* [WHAT THE TASK REQUIRES]: The answer must be every line from the entries below that contains "成功國中".

* [DATA SHOWN]:
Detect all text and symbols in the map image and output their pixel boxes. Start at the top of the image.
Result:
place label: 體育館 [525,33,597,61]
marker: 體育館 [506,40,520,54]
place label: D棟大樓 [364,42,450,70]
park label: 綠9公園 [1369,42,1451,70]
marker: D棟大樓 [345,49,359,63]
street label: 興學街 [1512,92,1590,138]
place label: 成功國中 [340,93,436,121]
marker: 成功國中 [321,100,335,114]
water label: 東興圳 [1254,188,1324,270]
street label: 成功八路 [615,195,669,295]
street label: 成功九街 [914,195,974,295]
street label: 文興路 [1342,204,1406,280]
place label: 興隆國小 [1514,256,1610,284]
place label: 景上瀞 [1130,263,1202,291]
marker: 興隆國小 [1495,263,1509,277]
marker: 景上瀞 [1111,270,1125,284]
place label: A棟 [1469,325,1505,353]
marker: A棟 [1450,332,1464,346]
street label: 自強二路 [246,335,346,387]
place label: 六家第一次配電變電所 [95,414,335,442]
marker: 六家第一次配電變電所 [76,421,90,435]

* [WRITTEN ANSWER]:
place label: 成功國中 [340,93,436,121]
marker: 成功國中 [321,100,335,114]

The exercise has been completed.